**WORK REQUEST:**
From the entries that follow, work out how many lines contain "image". Write the number only.

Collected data
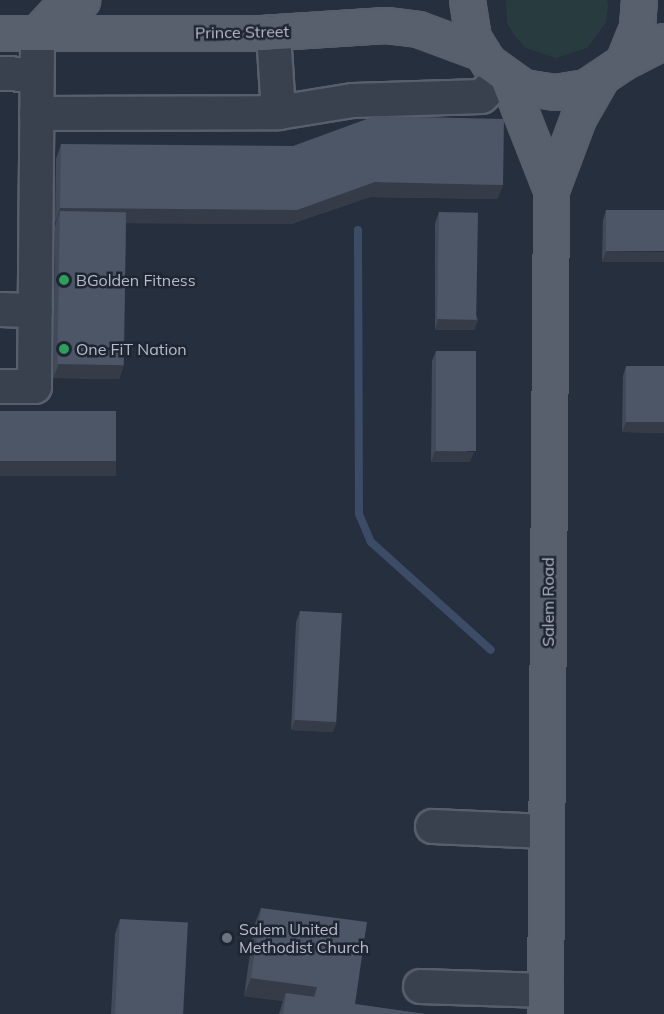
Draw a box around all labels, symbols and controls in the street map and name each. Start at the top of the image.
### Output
street label: Prince Street [195,22,289,42]
place label: BGolden Fitness [76,270,196,290]
marker: BGolden Fitness [57,273,71,287]
place label: One FiT Nation [76,339,187,359]
marker: One FiT Nation [57,342,71,356]
street label: Salem Road [538,557,558,647]
place label: Salem United Methodist Church [239,919,369,957]
marker: Salem United Methodist Church [220,931,234,945]

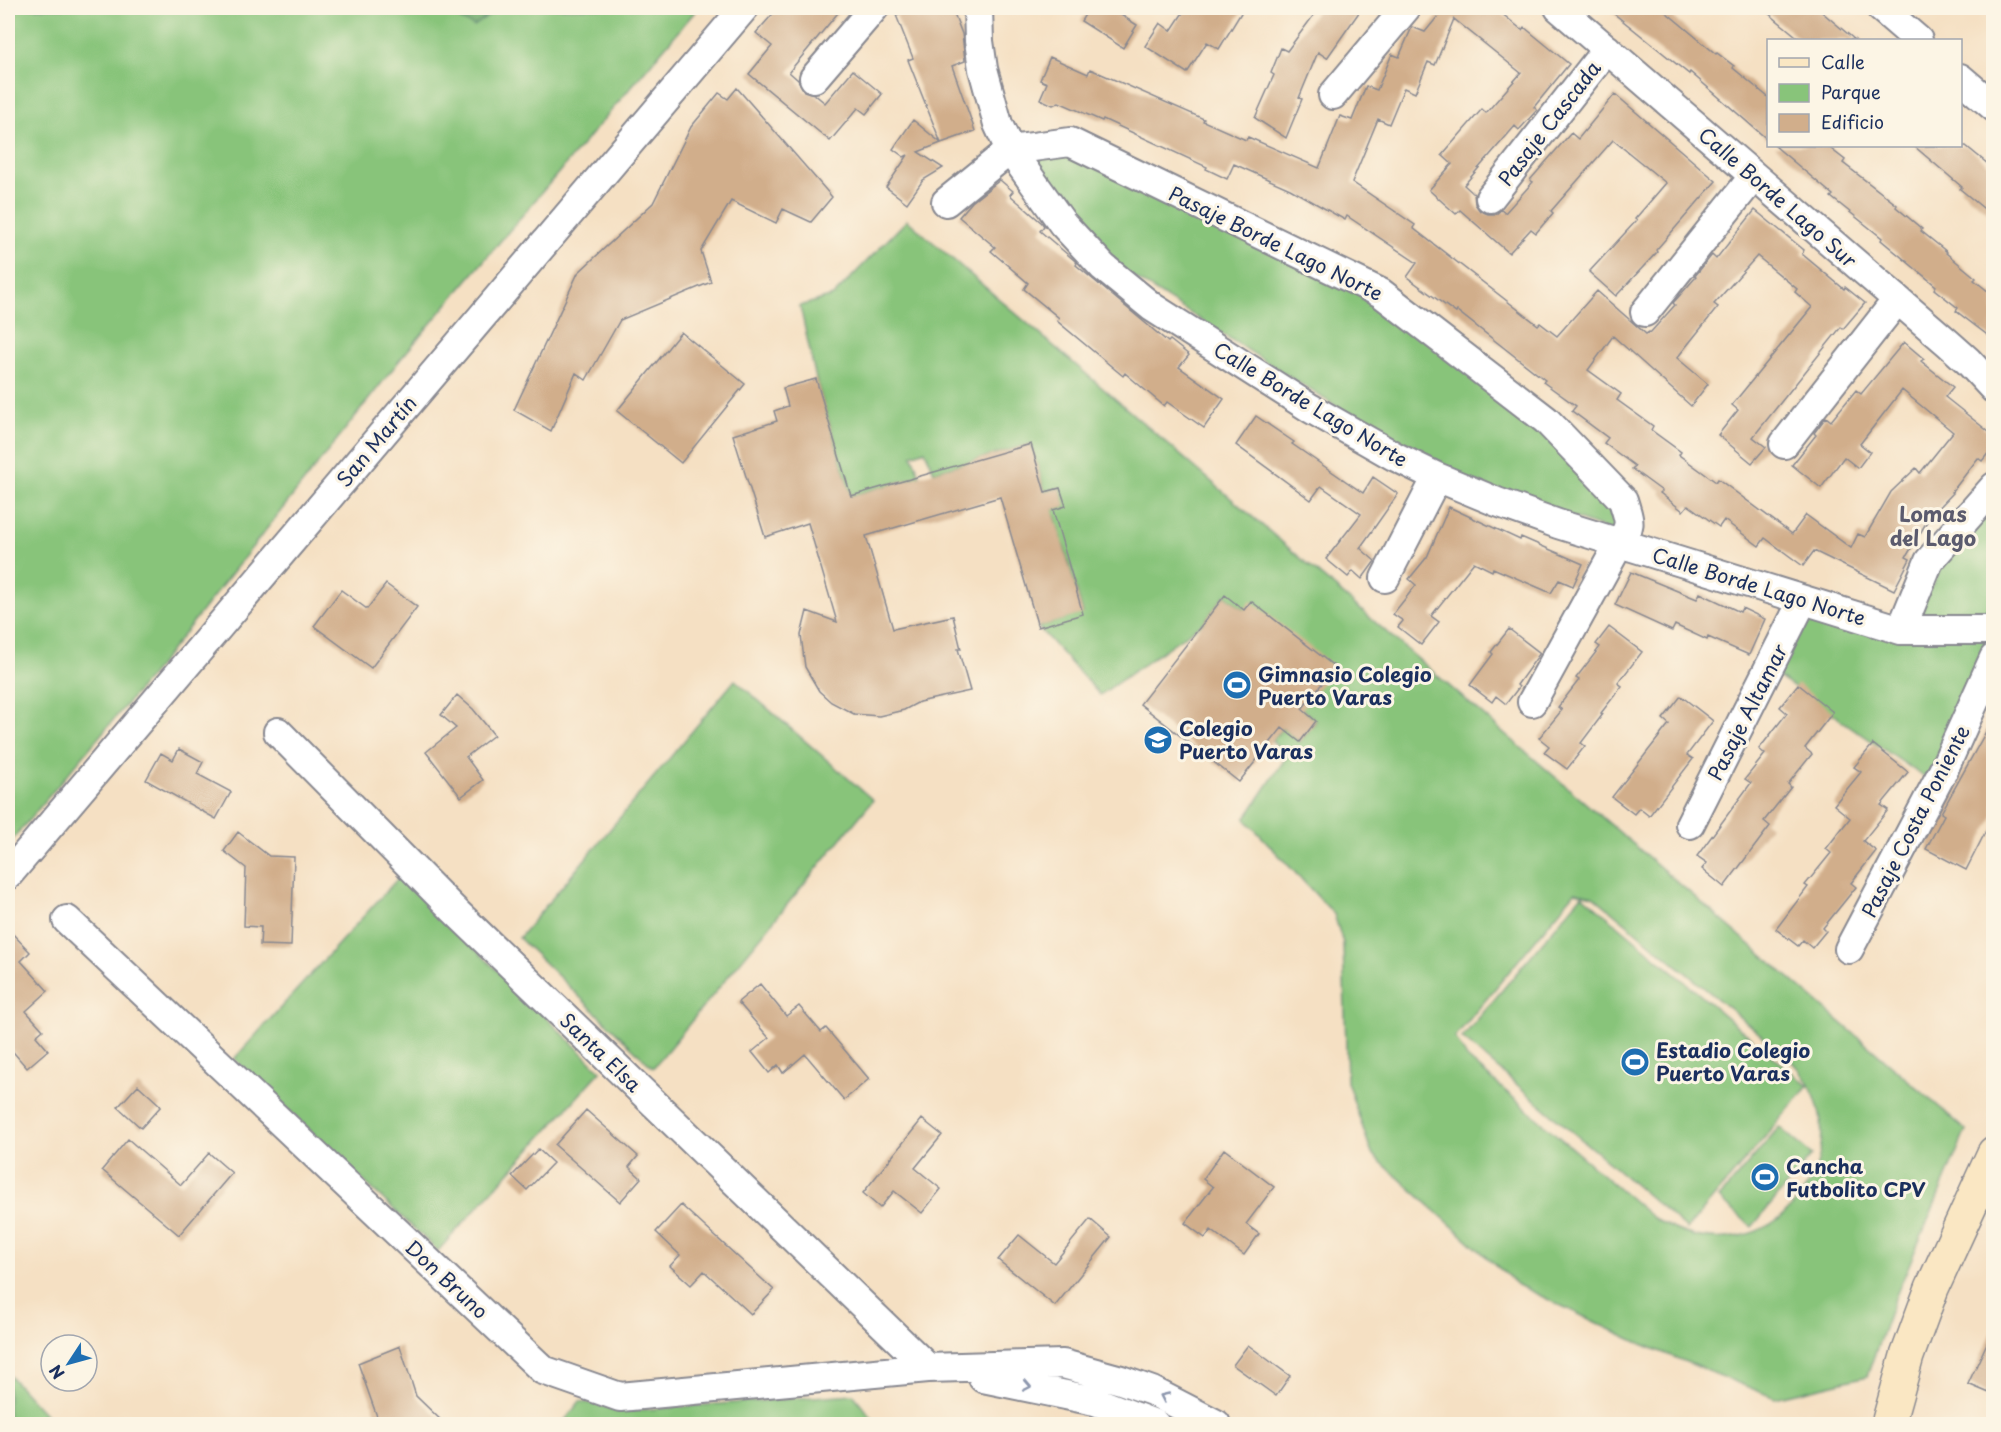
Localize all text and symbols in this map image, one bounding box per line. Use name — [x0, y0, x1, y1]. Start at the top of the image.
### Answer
legend — [1767, 39, 1962, 147]
text: Calle — [1821, 48, 1865, 75]
street label: Pasaje Cascada — [1490, 54, 1608, 192]
text: Parque — [1821, 78, 1881, 105]
text: Edificio — [1821, 108, 1884, 135]
street label: Calle Borde Lago Sur — [1692, 120, 1864, 275]
street label: Pasaje Borde Lago Norte — [1164, 178, 1388, 308]
street label: Calle Borde Lago Norte — [1208, 334, 1414, 474]
street label: San Martín — [329, 389, 423, 493]
district label: Lomas del Lago — [1890, 497, 1976, 553]
street label: Calle Borde Lago Norte — [1649, 539, 1869, 633]
street label: Pasaje Altamar — [1700, 638, 1794, 786]
place label: Gimnasio Colegio Puerto Varas — [1258, 659, 1432, 712]
sports icon: Gimnasio Colegio Puerto Varas — [1221, 669, 1253, 701]
place label: Colegio Puerto Varas — [1179, 713, 1313, 766]
street label: Pasaje Costa Poniente — [1853, 719, 1977, 922]
school or university icon: Colegio Puerto Varas — [1142, 724, 1174, 756]
street label: Santa Elsa — [553, 1005, 649, 1099]
place label: Estadio Colegio Puerto Varas — [1656, 1035, 1810, 1088]
sports icon: Estadio Colegio Puerto Varas — [1619, 1046, 1651, 1078]
place label: Cancha Futbolito CPV — [1786, 1151, 1926, 1204]
sports icon: Cancha Futbolito CPV — [1749, 1161, 1781, 1193]
street label: Don Bruno — [399, 1232, 495, 1326]
north arrow — [39, 1333, 99, 1393]
text: N — [43, 1360, 69, 1385]
one-way arrow — [1021, 1379, 1031, 1392]
one-way arrow — [1160, 1392, 1171, 1404]

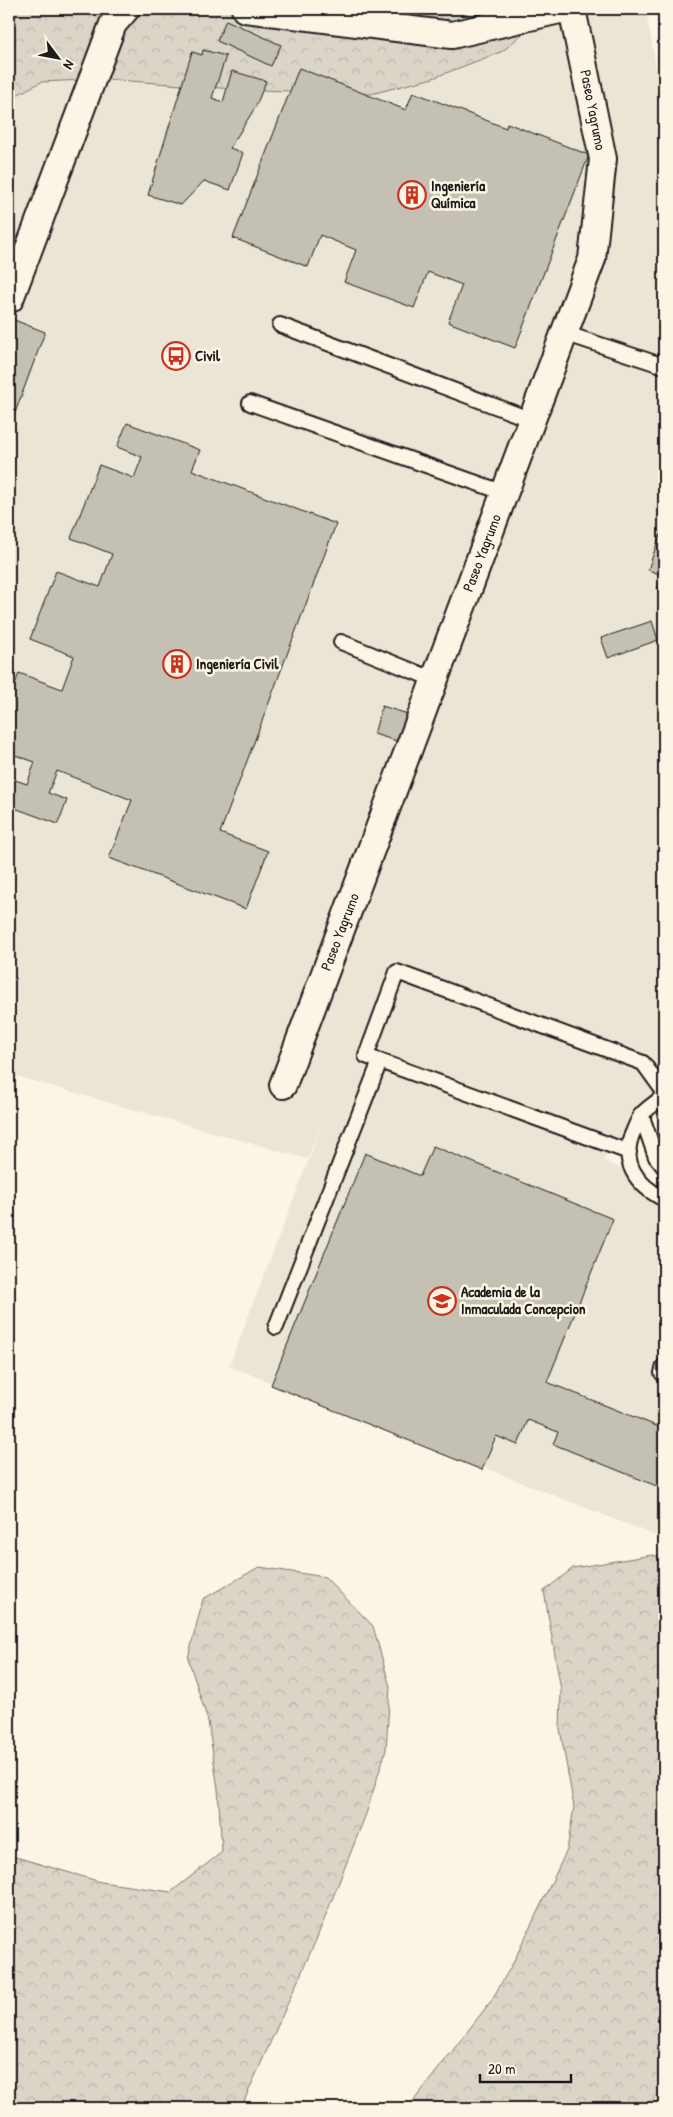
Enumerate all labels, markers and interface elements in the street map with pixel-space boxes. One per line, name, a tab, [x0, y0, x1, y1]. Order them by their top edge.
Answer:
north arrow	[32, 32, 82, 82]
text: N	[59, 57, 79, 74]
street label: Paseo Yagrumo	[575, 68, 612, 152]
place label: Ingeniería Química	[431, 175, 485, 213]
building icon: Ingeniería Química	[397, 180, 427, 210]
bus stop icon: Civil	[161, 341, 191, 371]
place label: Civil	[195, 345, 221, 366]
street label: Paseo Yagrumo	[457, 511, 506, 595]
building icon: Ingeniería Civil	[162, 649, 192, 679]
place label: Ingeniería Civil	[196, 653, 279, 675]
street label: Paseo Yagrumo	[315, 890, 364, 974]
place label: Academia de la Inmaculada Concepcion	[461, 1281, 586, 1320]
school or university icon: Academia de la Inmaculada Concepcion	[427, 1286, 457, 1316]
scale bar	[480, 2052, 572, 2084]
text: 20 m	[488, 2058, 515, 2079]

**ANSWER SPACE:**
2